### Supplied data
Start of Block
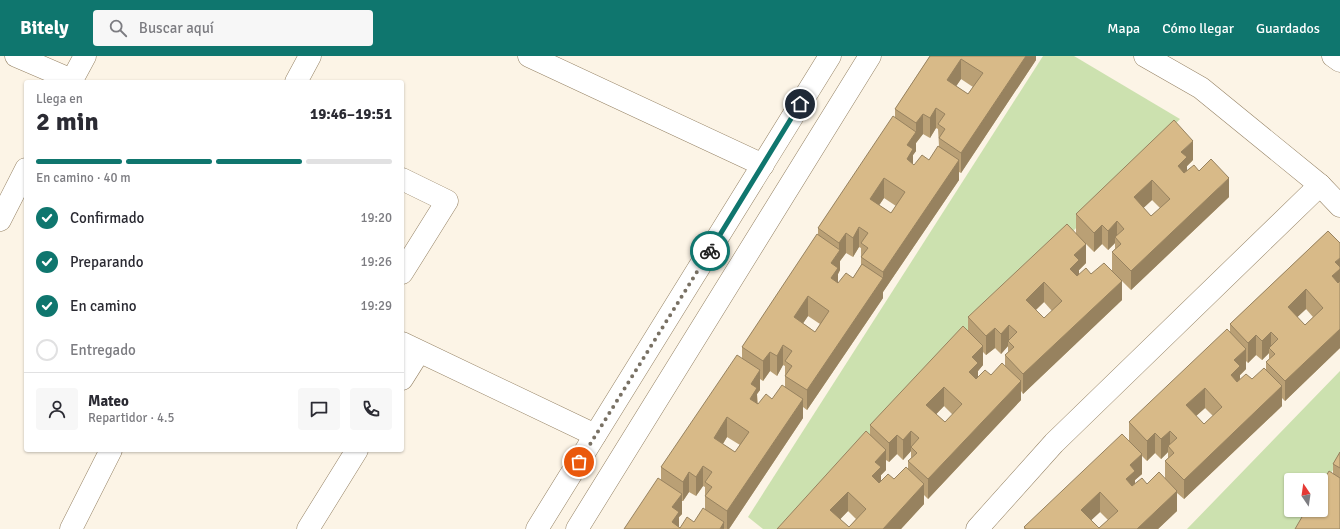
<!DOCTYPE html>
<html lang="es">
<head>
<meta charset="utf-8">
<style>
	:root { --surface:#fff; --page:#f7f7f7; --text:#2b2b33; --muted:#7c7c81; --line:#e1e1e2; --accent:#0f766e }
	body { margin:0; font-family:Signika,sans-serif; background:var(--page); color:var(--text); height:100vh; display:flex; flex-direction:column; font-size:15px; white-space:nowrap }
	* { box-sizing:border-box; margin:0 }
	p { font-size:13px; color:var(--muted) }
	.icon { flex:none; width:22px; height:22px; fill:none; stroke:currentColor; stroke-width:2; stroke-linecap:round; stroke-linejoin:round }
	.map { position:relative; flex:1; overflow:hidden }
	.panel { position:absolute; left:24px; top:24px; width:380px; height:372px; display:flex; flex-direction:column; background:var(--surface); border-radius:4px; box-shadow:0 1px 3px #0004 }
	.panel>* { flex:none }
	.needle { width:26px; rotate:347deg }
	.controls { position:absolute; left:1284px; top:417px; display:grid; gap:8px }
	.controls a { display:grid; place-items:center; width:44px; height:44px; border-radius:4px; background:var(--surface); box-shadow:0 1px 3px #0004; font-size:20px }
	.pin { position:absolute; display:grid; place-items:center; width:34px; height:34px; color:#fff; margin:-17px; border:2px solid #fff; border-radius:50%; box-shadow:0 1px 4px #0007 }
	.courier { position:absolute; display:grid; place-items:center; width:40px; height:40px; margin:-20px; border:3px solid #0f766e; border-radius:50%; background:#fff; color:#222; box-shadow:0 1px 5px #0007 }
	.head em { font-style:normal; font-weight:700 }
	.head div { display:flex; flex-direction:column-reverse }
	.head { display:flex; align-items:center; justify-content:space-between; height:68px; padding:0 12px }
	h1 { font-size:26px; font-weight:700; line-height:30px }
	.bar { display:grid; grid-template-columns:repeat(4,1fr); gap:6px 4px; align-content:center; height:48px; padding:0 12px }
	.bar i { height:5px; border-radius:3px; background:var(--line) }
	.bar .selected { background:var(--accent) }
	.bar p { grid-column:span 4 }
	.line { display:flex; align-items:center; gap:10px; padding:0 12px; border-top:1px solid var(--line) }
	.line div { flex:1 }
	.round { display:grid; place-items:center; flex:none; width:42px; height:42px; border-radius:4px; background:var(--page) }
	ol { padding:0 12px; list-style:none }
	li { display:flex; align-items:center; gap:12px; height:44px }
	li p { margin-inline-start:auto }
	li .icon { padding:4px; border-radius:50%; background:var(--accent); color:#fff; stroke-width:4 }
	li:last-child { color:var(--muted) }
	li i { width:22px; height:22px; border:2px solid var(--line); border-radius:50% }
	header { display:flex; align-items:center; gap:24px; box-sizing:border-box; height:56px; padding:0 20px; background:var(--accent); color:#fff }
	header strong { font-size:19px }
	nav { display:flex; gap:22px; margin-inline-start:auto; font-size:14px }
	.search { width:280px; height:36px; background:var(--page); display:flex; align-items:center; gap:10px; box-sizing:border-box; padding:0 14px; border-radius:4px; color:var(--muted); font-size:15px }
	.map>svg:first-child { display:block }
</style>
</head>
<body>
<header>
<strong>Bitely</strong>
<div class="search"><svg class="icon" aria-label="search" viewBox="0 0 24 24"><circle cx="10" cy="10" r="6"/><path d="M15 15l6 6"/></svg>Buscar aquí</div>
<nav><a>Mapa</a><a>Cómo llegar</a><a>Guardados</a></nav>
</header>
<div class="map">
<svg width="1340" height="473" viewBox="0 0 1340 473">
	<rect width="100%" height="100%" fill="#fcf4e6"/>
	<g fill="#cce1af">
		<path d="M1043,0h31l106,63 -391,410h-26l-15,-12z"/>
		<path d="M1340,315v88l-19,30v-9h-30v30h17l-11,19h-110z"/>
	</g>
	<g fill="none" stroke-linecap="round" stroke-linejoin="round">
		<g stroke="#958264" stroke-width="23">
			<g id="minor">
				<path d="M16,0l56,24"/>
				<path d="M529,0l234,109"/>
				<path d="M1145,0l56,32 119,97 20,21"/>
				<path d="M1333,0l7,5"/>
				<path d="M71,26l14,-26"/>
				<path d="M296,26l14,-26"/>
				<path d="M402,123l45,22 -45,72"/>
				<path d="M0,164l26,-51"/>
				<path d="M402,287l193,92"/>
				<path d="M402,323l17,-27"/>
				<path d="M71,473l40,-79"/>
				<path d="M308,473l49,-79"/>
				<path d="M537,473l293,-473"/>
				<path d="M577,473l293,-473"/>
				<path d="M977,473l77,-86 266,-258"/>
			</g>
		</g>
		<use href="#minor" stroke="#fff" stroke-width="22"/>
	</g>
	<g fill="#baa075" fill-rule="evenodd">
		<path d="M930,0h106v4l-75,113 -2,-1v8l-76,112v6l-76,112 -4,-3v11l-74,111h-105l37,-49v-13l81,-109v-11l76,-112v-7l77,-111v-8zM961,23l12,8 -5,7 -12,-8zM936,72l2,1 1,17 -10,14 -15,5 -1,-1v-9l3,-4v-8l7,-9 7,4zM884,142l12,8 -5,7 -12,-8zM859,191l2,1v17l-8,13 -15,5v-9l2,-4v-9l6,-8 7,4zM808,260l12,8 -5,8 -12,-9zM783,309l2,1v21l-13,12 -14,5 -1,-10 3,-4v-11l3,2 7,-10 7,5zM727,381l13,8 -5,7 -12,-8zM703,430l2,1v22l-11,13 -14,6 -1,-1v-10l3,-3v-13h1l6,-9 7,4z"/>
		<path d="M1193,104l-6,6v4l12,1 30,26 -98,93 -9,-9v19l-99,94 -2,-3v9l-93,99 -4,-4v9l-23,25h-124l93,-94v-10l98,-94v-14l108,-84v-19zM1152,144l8,8 -9,8 -8,-8zM1115,187v6l-3,3v19l-21,3h-12v-4l7,-7v-19l8,8 8,-8 6,6zM1044,246l8,9 -8,7 -8,-8zM1008,290v6l-3,3v11l-14,9 -13,2v-6l5,-6v-13l3,3 9,-7 6,6zM944,350l9,9 -8,7 -9,-8zM911,395v7l-3,3v9l-14,9 -13,2v-6l5,-5v-10l3,2 8,-8 6,6zM848,455l8,8 -7,8 -9,-8z"/>
		<path d="M1328,175l12,117 -55,53 -3,-3v8l-98,93 -7,-6v18l-19,18h-134v-2l105,-86v-19l101,-90v-8zM1306,253l7,8 -8,8 -8,-8zM1269,297v6l-3,3v8l-14,9 -12,1v-5l6,-6v-8l2,2 8,-8 6,5zM1205,352l8,8 -9,8 -8,-8zM1168,396v6l-3,3v18l-18,5h-12v-4l7,-6v-18l5,5 8,-8 6,6zM1100,456l8,8 -9,8 -8,-8z"/>
		<path d="M1340,396v77l-7,-55v-10z"/>
	</g>
	<g fill="#97825f">
		<path d="M1026,0h10v4l-75,113v-20z"/>
		<path d="M961,3v20l-14,21v-20z"/>
		<path d="M936,52v20l-6,10v-20z"/>
		<path d="M923,58v20l-7,9v8l-3,4v14l-6,10v-34l9,-13v-9z"/>
		<path d="M1193,85v19l-6,6v11l-9,-11 3,-14z"/>
		<path d="M959,104v20l-76,112v-20z"/>
		<path d="M884,122v20l-14,21v-20z"/>
		<path d="M1229,122v19l-98,93v-19z"/>
		<path d="M1152,124v20l-18,17v-20z"/>
		<path d="M1117,165v18l-2,-2v6l-7,7v-19z"/>
		<path d="M1102,169v19l-8,8v-19z"/>
		<path d="M859,171v20l-6,10v-19z"/>
		<path d="M846,177v20l-6,8v9l-2,4v14l-7,10v-35l8,-11v-9z"/>
		<path d="M1086,188v19l-7,7v10l-9,-11 4,-14z"/>
		<path d="M1340,202v30l-8,-12 3,-14z"/>
		<path d="M883,222v20l-76,112v-20z"/>
		<path d="M1122,225v19l-99,94v-20z"/>
		<path d="M1044,226v20l-18,17v-19z"/>
		<path d="M1306,233v20l-18,17v-19z"/>
		<path d="M808,240v20l-14,21v-20z"/>
		<path d="M1009,269v17l-1,-1v5l-7,8v-20z"/>
		<path d="M995,272v20l-9,7v-19z"/>
		<path d="M1340,273v19l-55,53v-20z"/>
		<path d="M1271,276v17l-2,-1v5l-7,7v-19z"/>
		<path d="M1256,279v20l-8,8v-20z"/>
		<path d="M783,289v20l-6,11v-20z"/>
		<path d="M983,290v19l-5,6v11l-9,-10 3,-15z"/>
		<path d="M1246,293v20l-6,6v11l-9,-11 3,-15z"/>
		<path d="M770,296v19l-7,10v-20z"/>
		<path d="M760,314v20l-3,4v14l-7,10 1,-34z"/>
		<path d="M1021,325v19l-93,99v-20z"/>
		<path d="M1282,330v20l-98,93v-19z"/>
		<path d="M944,331v19l-18,19v-20z"/>
		<path d="M1205,332v20l-19,17v-20z"/>
		<path d="M803,343v19l-74,111h-2v-18z"/>
		<path d="M727,361v20l-13,21v-20z"/>
		<path d="M911,375v20l-8,9v-20z"/>
		<path d="M1170,375v17l-2,-2v6l-7,7v-20z"/>
		<path d="M1155,377v20l-8,8v-20z"/>
		<path d="M897,379v19l-8,8v-19z"/>
		<path d="M886,394v20l-5,5v12l-9,-11 3,-14z"/>
		<path d="M1142,398v20l-7,6v10l-9,-11 4,-14z"/>
		<path d="M703,410v20l-7,10v-19z"/>
		<path d="M689,416v20l-6,9v-19z"/>
		<path d="M924,428v20l-23,25h-18z"/>
		<path d="M1177,435v20l-19,18h-21z"/>
		<path d="M848,436v19l-17,18 -1,-19z"/>
		<path d="M1100,436v20l-18,17 -1,-19z"/>
		<path d="M682,438v20l-3,3v12h-7v-22z"/>
		<path d="M724,466v7h-4z"/>
	</g>
	<g fill="#d8ba88" stroke="#97825f" fill-rule="evenodd">
		<path d="M930,0h96l-65,97 -22,-15 6,-9 -7,-5 7,-10 -9,-6 -6,10 -7,-4 -7,9 -21,-14zM961,3l22,14 -15,21 -21,-14z"/>
		<path d="M893,60l23,16 -9,13 6,4 -6,10 7,6 8,-10 7,5 9,-14 21,14 -76,112 -22,-15 7,-9 -7,-5 7,-10 -9,-6 -6,11 -7,-5 -7,10 -21,-15zM884,122l21,14 -14,21 -21,-14z"/>
		<path d="M1174,64l19,21 -12,11 6,5 -9,9 6,7 10,-8 5,6 12,-12 18,19 -98,93 -19,-19 9,-8 -6,-7 9,-8 -7,-8 -9,10 -6,-6 -8,8 -18,-19zM1152,124l18,19 -19,17 -17,-19z"/>
		<path d="M1067,168l19,20 -12,11 5,5 -9,9 7,7 9,-8 5,6 13,-11 18,18 -99,93 -18,-19 9,-8 -6,-6 9,-9 -8,-7 -8,9 -6,-6 -9,8 -18,-19zM1044,226l18,19 -18,17 -18,-18z"/>
		<path d="M1328,175l12,12v15l-5,4 5,5v2l-8,7 6,7 2,-2v48l-55,52 -19,-19 9,-8 -6,-6 9,-9 -7,-7 -9,9 -6,-6 -8,8 -18,-19zM1306,233l17,19 -18,17 -17,-18z"/>
		<path d="M817,178l23,16 -9,13 7,5 -7,10 7,5 8,-10 7,5 9,-14 21,14 -76,112 -22,-14 7,-10 -7,-5 7,-10 -9,-6 -6,11 -7,-4 -7,9 -21,-14zM808,240l21,15 -14,21 -21,-15z"/>
		<path d="M963,270l20,20 -11,11 6,6 -9,9 7,7 9,-9 6,5 11,-12 19,18 -93,98 -20,-18 9,-8 -6,-6 8,-9 -8,-7 -8,9 -6,-5 -8,8 -19,-18zM944,331l18,17 -17,18 -19,-17z"/>
		<path d="M1227,273l19,20 -12,11 6,6 -9,9 6,7 9,-8 6,5 12,-11 18,18 -98,94 -19,-19 9,-8 -6,-7 9,-8 -7,-7 -9,8 -6,-6 -8,8 -18,-19zM1205,332l17,19 -18,17 -18,-19z"/>
		<path d="M737,299l23,15 -9,14 6,4 -7,11 8,5 8,-10 6,5 10,-14 21,14 -76,112 -22,-15 7,-9 -7,-5 7,-10 -9,-6 -7,11 -7,-5 -6,10 -22,-15zM727,361l22,15 -14,20 -21,-14z"/>
		<path d="M866,375l20,19 -11,12 6,5 -9,9 7,7 9,-9 6,5 12,-12 18,17 -41,45h-106zM848,436l18,17 -17,18 -19,-17z"/>
		<path d="M1122,378l20,20 -12,11 5,6 -9,8 6,7 10,-8 5,6 12,-12 18,19 -40,38h-111l-2,-2zM1100,436l18,19 -19,17 -18,-18z"/>
		<path d="M1340,396v16l-7,-4z"/>
		<path d="M1329,415l11,7v51h-45l11,-19h15v-25z"/>
		<path d="M658,422l24,16 -10,13 7,5 -7,10 8,6 7,-11 7,5 9,-14 21,14 -4,7h-96z"/>
	</g>
	<g fill="none" stroke-linecap="round" stroke-linejoin="round">
		<path stroke="#797164" stroke-width="4" stroke-dasharray="0 7.2" d="M579,406l131,-211"/>
		<path stroke="#0f766e" stroke-width="5" d="M710,195l90,-147"/>
	</g>
</svg>
<div class="controls">
<a><svg class="needle" viewBox="-14 -14 28 28"><path d="M0-13l5 13h-10z" fill="#e53935"/><path d="M0 13l5-13h-10z" fill="#7c7c81"/></svg></a>
</div>
<div class="pin" style="left:579px;top:406px;background:#ea580c"><svg class="icon" aria-label="bag" viewBox="0 0 24 24"><path d="M5 8h14l-1 12H6zM9 8a3 3 0 0 1 6 0"/></svg></div>
<div class="pin" style="left:800px;top:48px;background:#1f2937"><svg class="icon" aria-label="home" viewBox="0 0 24 24"><path d="M3 11l9-7 9 7M6 9v11h12V9"/></svg></div>
<div class="courier" style="left:710px;top:195px"><svg class="icon" aria-label="bike" viewBox="0 0 24 24"><circle cx="6" cy="16" r="4"/><circle cx="18" cy="16" r="4"/><path d="M6 16l4-8h5l3 8M10 8l3 8H6M13 5h3"/></svg></div>
<section class="panel">
<div class="head"><div><h1>2 min</h1><p>Llega en</p></div><em>19:46–19:51</em></div>
<div class="bar"><i class="selected"></i><i class="selected"></i><i class="selected"></i><i></i><p>En camino · 40 m</p></div>
<ol>
<li><svg class="icon" aria-label="check" viewBox="0 0 24 24"><path d="M5 12l5 5 9-10"/></svg>Confirmado<p>19:20</p></li>
<li><svg class="icon" aria-label="check" viewBox="0 0 24 24"><path d="M5 12l5 5 9-10"/></svg>Preparando<p>19:26</p></li>
<li><svg class="icon" aria-label="check" viewBox="0 0 24 24"><path d="M5 12l5 5 9-10"/></svg>En camino<p>19:29</p></li>
<li><i></i>Entregado</li>
</ol>
<div class="line" style="height:72px"><a class="round"><svg class="icon" aria-label="person" viewBox="0 0 24 24"><circle cx="12" cy="8" r="4"/><path d="M4 21q1-7 8-7t8 7"/></svg></a><div><b>Mateo</b><p>Repartidor · 4.5</p></div><a class="round"><svg class="icon" aria-label="chat" viewBox="0 0 24 24"><path d="M4 5h16v11H9l-5 4z"/></svg></a><a class="round"><svg class="icon" aria-label="phone" viewBox="0 0 24 24"><path d="M5 4h4l2 5-3 2q2 4 5 5l2-3 5 2v4C11 20 4 13 5 4z"/></svg></a></div>
</section>
</div>
</body>
</html>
End of Block
### Exercise requirements
In the entries above, find each line with "space" and list it.

### Response to the task
	body { margin:0; font-family:Signika,sans-serif; background:var(--page); color:var(--text); height:100vh; display:flex; flex-direction:column; font-size:15px; white-space:nowrap }
	.head { display:flex; align-items:center; justify-content:space-between; height:68px; padding:0 12px }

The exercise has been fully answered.